Three years ago, a scandal cost antiquarian “book hunter” James Winter everything that mattered to him: his job, his lover and his self-respect. But now the rich and unscrupulous Mr. Stephanopoulos has a proposition. A previously unpublished Christmas book by Charles Dickens has turned up in the hands of an English chemistry professor by the name of Sedgwick Crisparkle. Mr. S. wants that book at any price, and he needs James to get it for him. There’s just one catch. James can’t tell the nutty professor who the buyer is.
Actually, two catches. The nutty Professor Crisparkle turns out to be totally gorgeous—and on the prowl. Faster than you can say, “Old Saint Nick,” James is mixing business with pleasure…and in real danger of forgetting that this is just a holiday romance.
Just as they’re well on the way to having their peppermint sticks and eating them too, Sedgwick discovers the truth. James has been a very bad boy. And any chance Santa will bring him what he wants most is disappearing quicker than the Jolly Old Elf’s sleigh.
Josh Lanyon's books never cease to surprise me with their terrific characters and complexity. But I will admit...I didn't look forward to reading this one. Because I really (and I mean really) hate Charles Dickens. Yes, I know it makes me sound like a Scrooge.
I hate his cutesy little names that are generally tied to character traits. And I think the man was too wordy. Serialized novels in the Victorian era were often wordy, and I'm no stranger to 19th century literature, but I just can't stand his style of writing. Just a personal preference, and not the fault of Mr.

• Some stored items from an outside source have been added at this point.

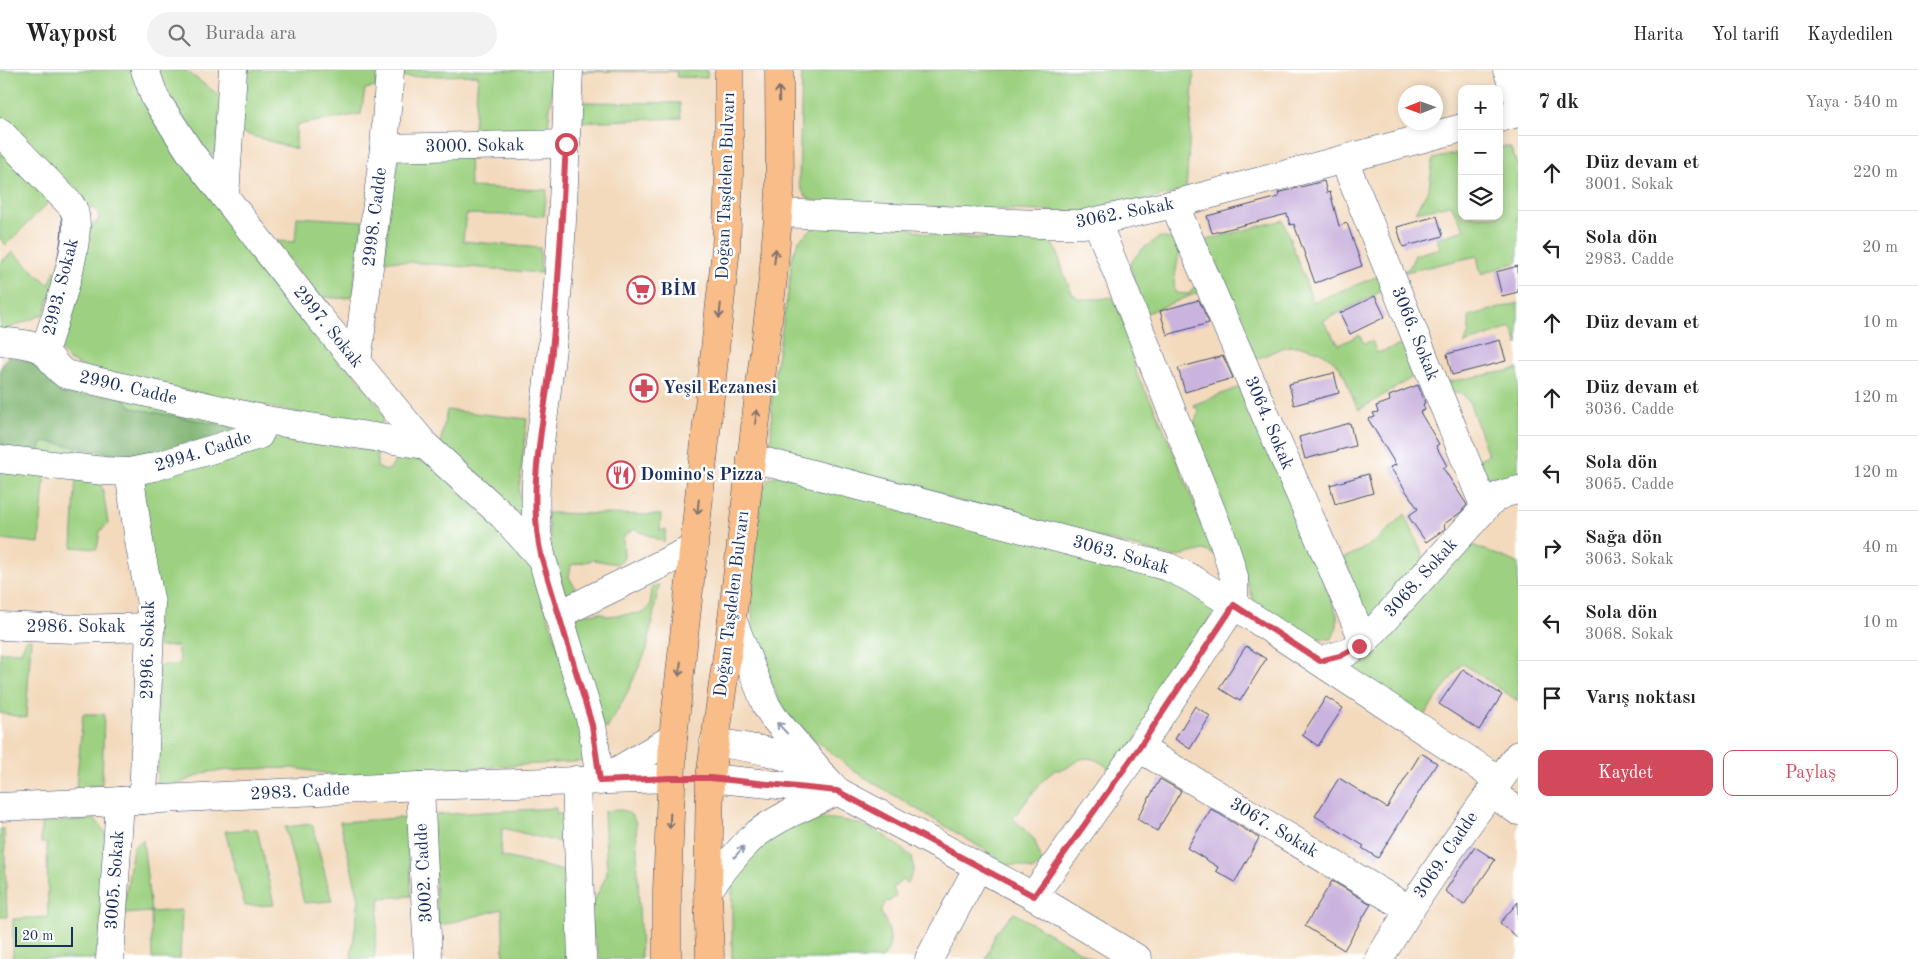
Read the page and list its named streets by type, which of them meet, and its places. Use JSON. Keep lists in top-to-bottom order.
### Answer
{
  "streets": {
    "main road": ["Doğan Taşdelen Bulvarı"],
    "street": [
      "3000. Sokak",
      "3062. Sokak",
      "2998. Cadde",
      "2993. Sokak",
      "2997. Sokak",
      "3066. Sokak",
      "2990. Cadde",
      "3064. Sokak",
      "2994. Cadde",
      "3063. Sokak",
      "3068. Sokak",
      "2986. Sokak",
      "2996. Sokak",
      "2983. Cadde",
      "3067. Sokak",
      "3069. Cadde",
      "3002. Cadde",
      "3005. Sokak"
    ]
  },
  "crossings": [
    ["3000. Sokak", "2998. Cadde"],
    ["Doğan Taşdelen Bulvarı", "3062. Sokak"],
    ["Doğan Taşdelen Bulvarı", "3063. Sokak"],
    ["Doğan Taşdelen Bulvarı", "2983. Cadde"],
    ["3062. Sokak", "3066. Sokak"],
    ["3062. Sokak", "3064. Sokak"],
    ["2998. Cadde", "2997. Sokak"],
    ["2993. Sokak", "2990. Cadde"],
    ["2997. Sokak", "2994. Cadde"],
    ["3066. Sokak", "3068. Sokak"],
    ["2990. Cadde", "2994. Cadde"],
    ["3064. Sokak", "3068. Sokak"],
    ["2994. Cadde", "2996. Sokak"],
    ["3063. Sokak", "3068. Sokak"],
    ["3063. Sokak", "3069. Cadde"],
    ["2986. Sokak", "2996. Sokak"],
    ["2996. Sokak", "2983. Cadde"],
    ["2996. Sokak", "3005. Sokak"],
    ["2983. Cadde", "3002. Cadde"],
    ["2983. Cadde", "3005. Sokak"],
    ["3067. Sokak", "3069. Cadde"]
  ],
  "places": {
    "supermarket": ["BİM"],
    "pharmacy": ["Yeşil Eczanesi"],
    "restaurant": ["Domino's Pizza"]
  },
  "scale_bar": "20 m",
  "north": "left",
  "page": {
    "header": "Waypost",
    "search": "Burada ara",
    "nav": ["Harita", "Yol tarifi", "Kaydedilen"],
    "heading": ["7 dk", "Yaya · 540 m"],
    "map_buttons": ["+", "−"],
    "list": [
      ["Düz devam et", "3001. Sokak", "220 m"],
      ["Sola dön", "2983. Cadde", "20 m"],
      ["Düz devam et", "10 m"],
      ["Düz devam et", "3036. Cadde", "120 m"],
      ["Sola dön", "3065. Cadde", "120 m"],
      ["Sağa dön", "3063. Sokak", "40 m"],
      ["Sola dön", "3068. Sokak", "10 m"],
      "Varış noktası"
    ],
    "buttons": ["Kaydet", "Paylaş"],
    "scale": "20 m"
  }
}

Lanyon.
So it was with great reluctance that I started reading The Dickens With Love. And, despite Lanyon's tongue-in-cheek use of Dickensian names as well (James Winter?), I found myself blasting through it in a single sitting. As usual for anything written by this author.
James Winter is a former antiquarian book professional who has been reduced, through a scandal involving forgeries, to working as a Barnes and Noble bookseller. His finances in ruins, he takes a job for the mysterious Mr. Stephanopoulos (despite knowing the guy's a scumbag of high order) to both make ends meet and to get a taste of the book business he adored.

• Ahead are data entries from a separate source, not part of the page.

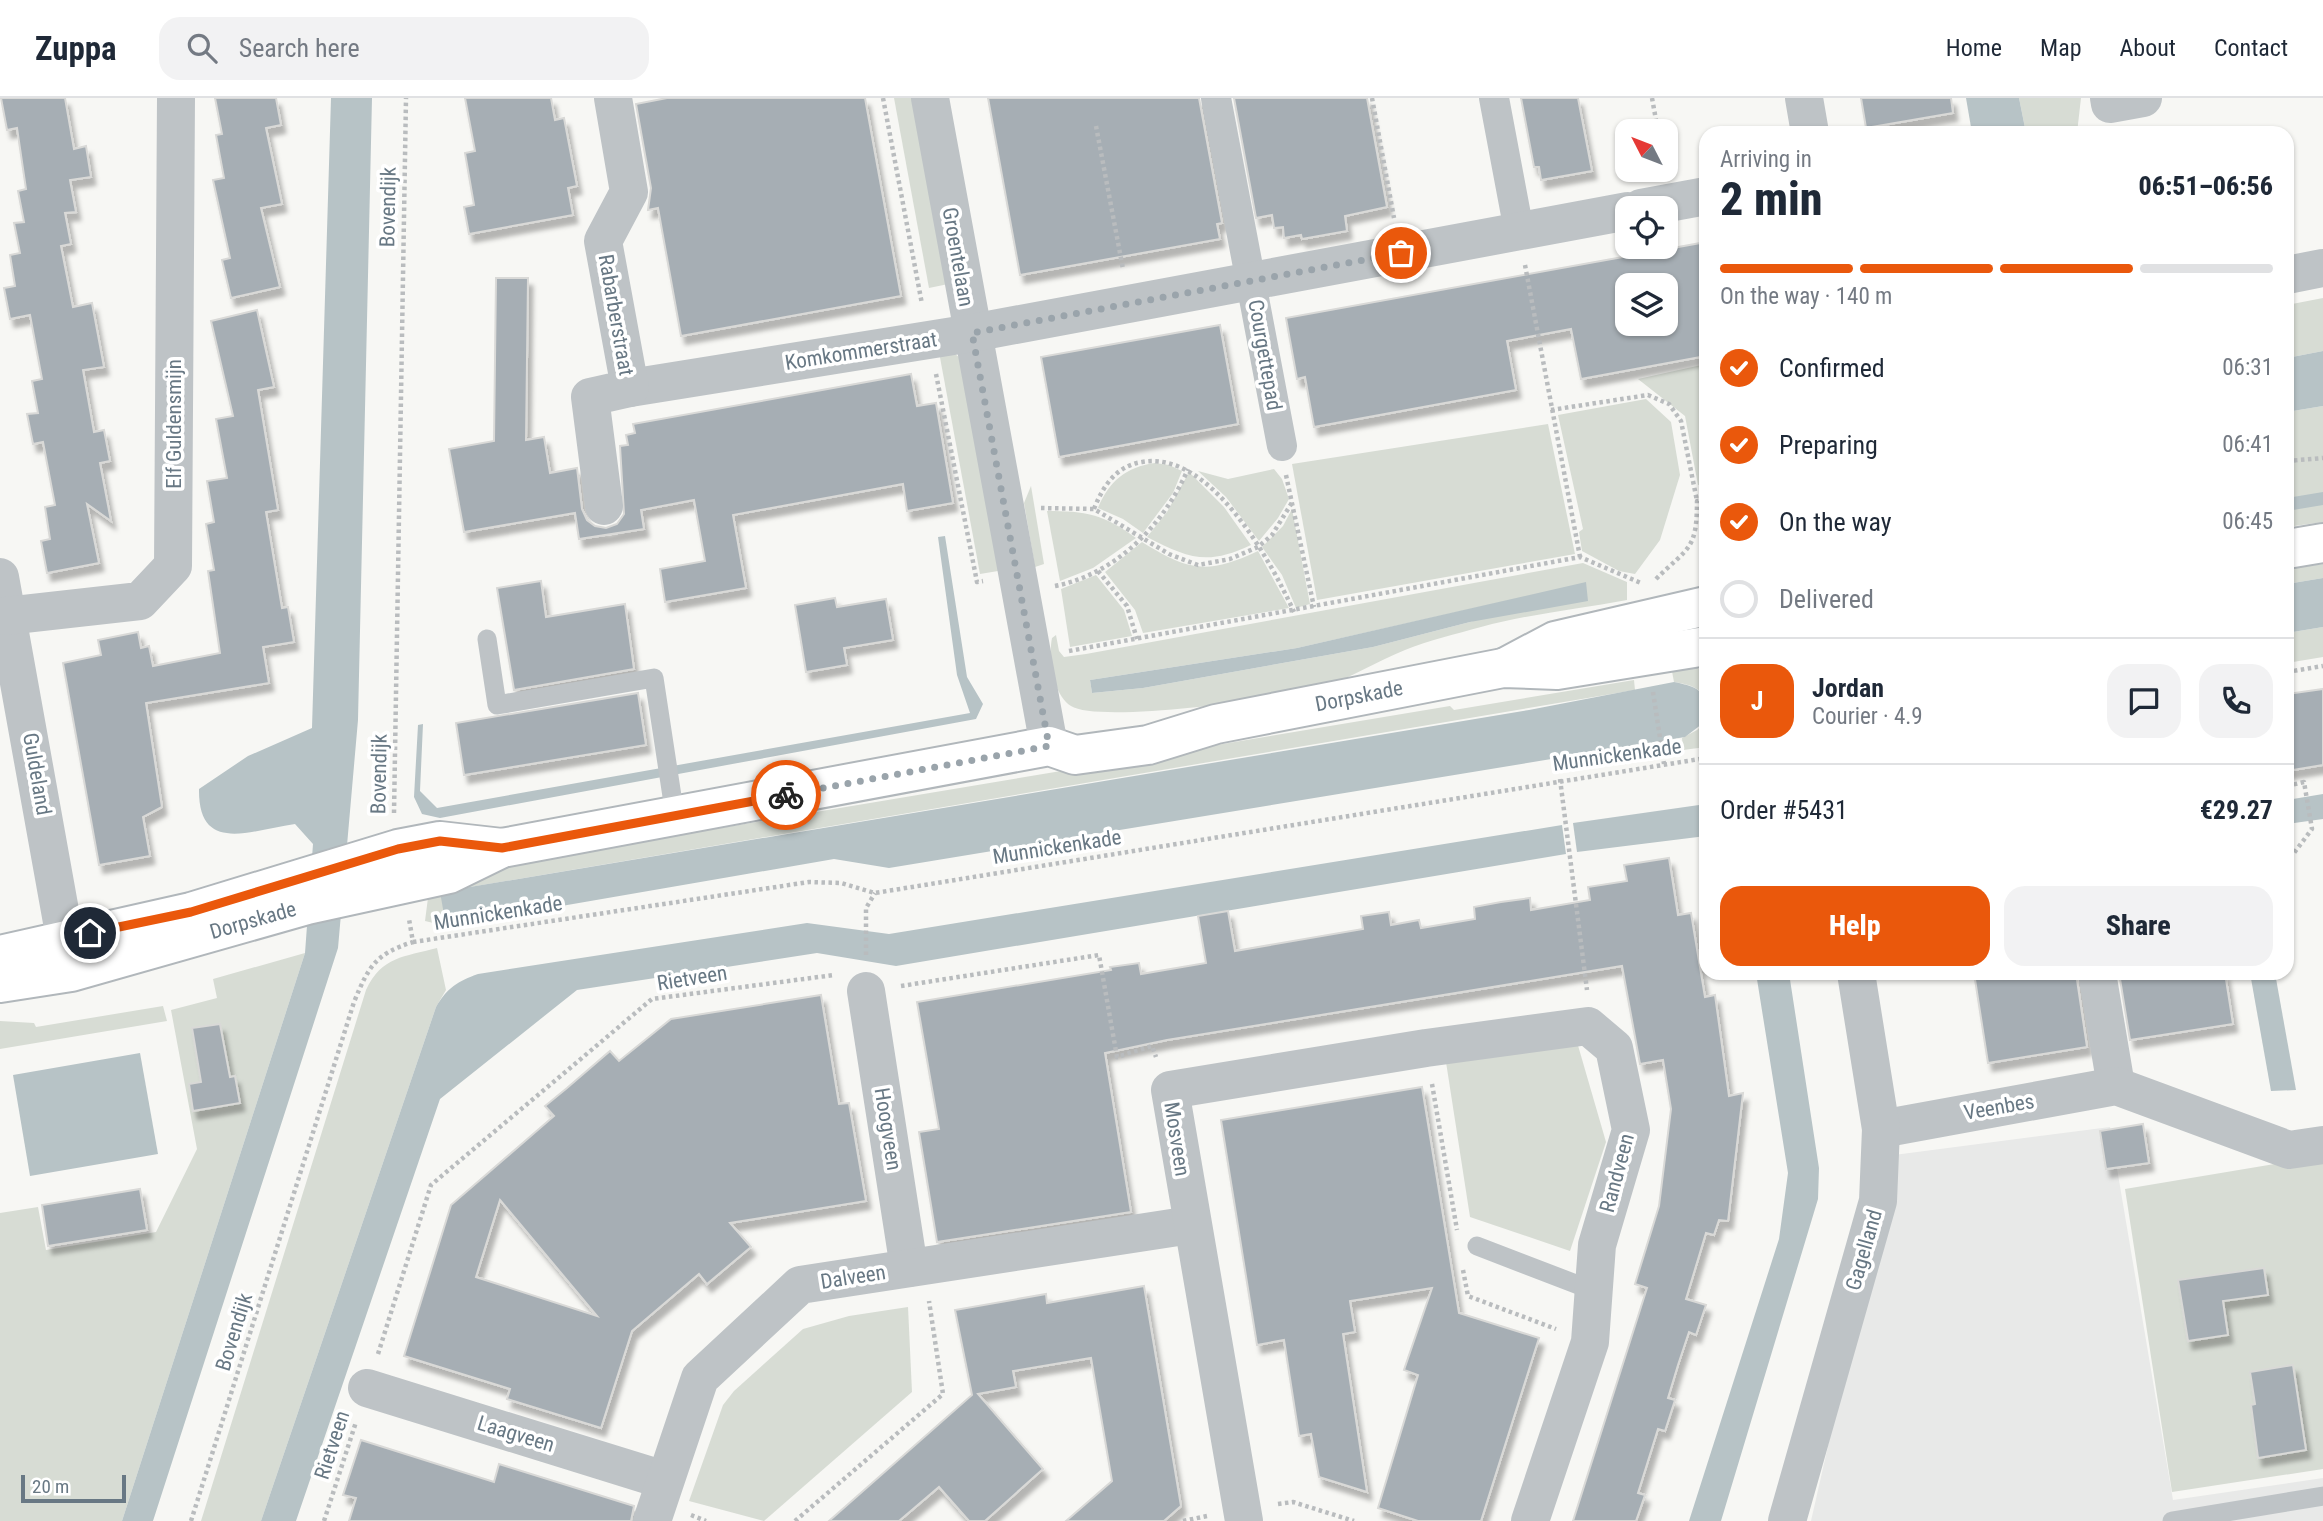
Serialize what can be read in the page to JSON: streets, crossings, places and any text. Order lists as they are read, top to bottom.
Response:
{
  "streets": {
    "main road": ["Dorpskade"],
    "street": [
      "Groentelaan",
      "Rabarberstraat",
      "Komkommerstraat",
      "Courgettepad",
      "Elf Guldensmijn",
      "Guldeland",
      "Veenbes",
      "Hoogveen",
      "Mosveen",
      "Randveen",
      "Gagelland",
      "Dalveen",
      "Laagveen"
    ],
    "path": ["Bovendijk", "Munnickenkade", "Rietveen"]
  },
  "crossings": [
    ["Bovendijk", "Dorpskade"],
    ["Bovendijk", "Munnickenkade"],
    ["Groentelaan", "Komkommerstraat"],
    ["Groentelaan", "Dorpskade"],
    ["Rabarberstraat", "Komkommerstraat"],
    ["Komkommerstraat", "Courgettepad"],
    ["Elf Guldensmijn", "Guldeland"],
    ["Dorpskade", "Guldeland"],
    ["Rietveen", "Hoogveen"],
    ["Rietveen", "Laagveen"],
    ["Veenbes", "Gagelland"],
    ["Hoogveen", "Dalveen"],
    ["Mosveen", "Randveen"],
    ["Mosveen", "Dalveen"],
    ["Dalveen", "Laagveen"]
  ],
  "scale_bar": "20 m",
  "north": "top left",
  "page": {
    "header": "Zuppa",
    "search": "Search here",
    "nav": [
      "Home",
      "Map",
      "About",
      "Contact"
    ],
    "heading": ["2 min", "Arriving in", "06:51–06:56"],
    "panel": [
      "Jordan",
      "Courier · 4.9",
      "Order #5431",
      "€29.27"
    ],
    "bar": "On the way · 140 m",
    "list": [
      ["Confirmed", "06:31"],
      ["Preparing", "06:41"],
      ["On the way", "06:45"],
      "Delivered"
    ],
    "round": "J",
    "buttons": ["Help", "Share"],
    "scale": "20 m"
  }
}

I found the author's descriptions of working at BN painfully familiar. He really does know what it's like to work there over the holidays. It's excruciatingly accurate, and as a result, incredibly funny. BN booksellers often make less per hour than those flipping hamburgers at the local fast food restaurant.
The back story of a missing Dickens tale is incredibly well researched. Lanyon knows his Dickens. Much better than I do (no surprise, since I loathe the man). It's still fun to watch poor James covet the unknown book. And to covet Professor Crisparkle. (Argh, the names!).
I read Lanyon's books for the humor and the characters. On that level, this novella succeeded. It is filled with whimsy and quirkiness. But as a romance, I didn't really buy into the relationship between Crisparkle and Winter. It seemed kind of superficial. I didn't engage emotionally as I usually do, and that was a bit of a disappointment.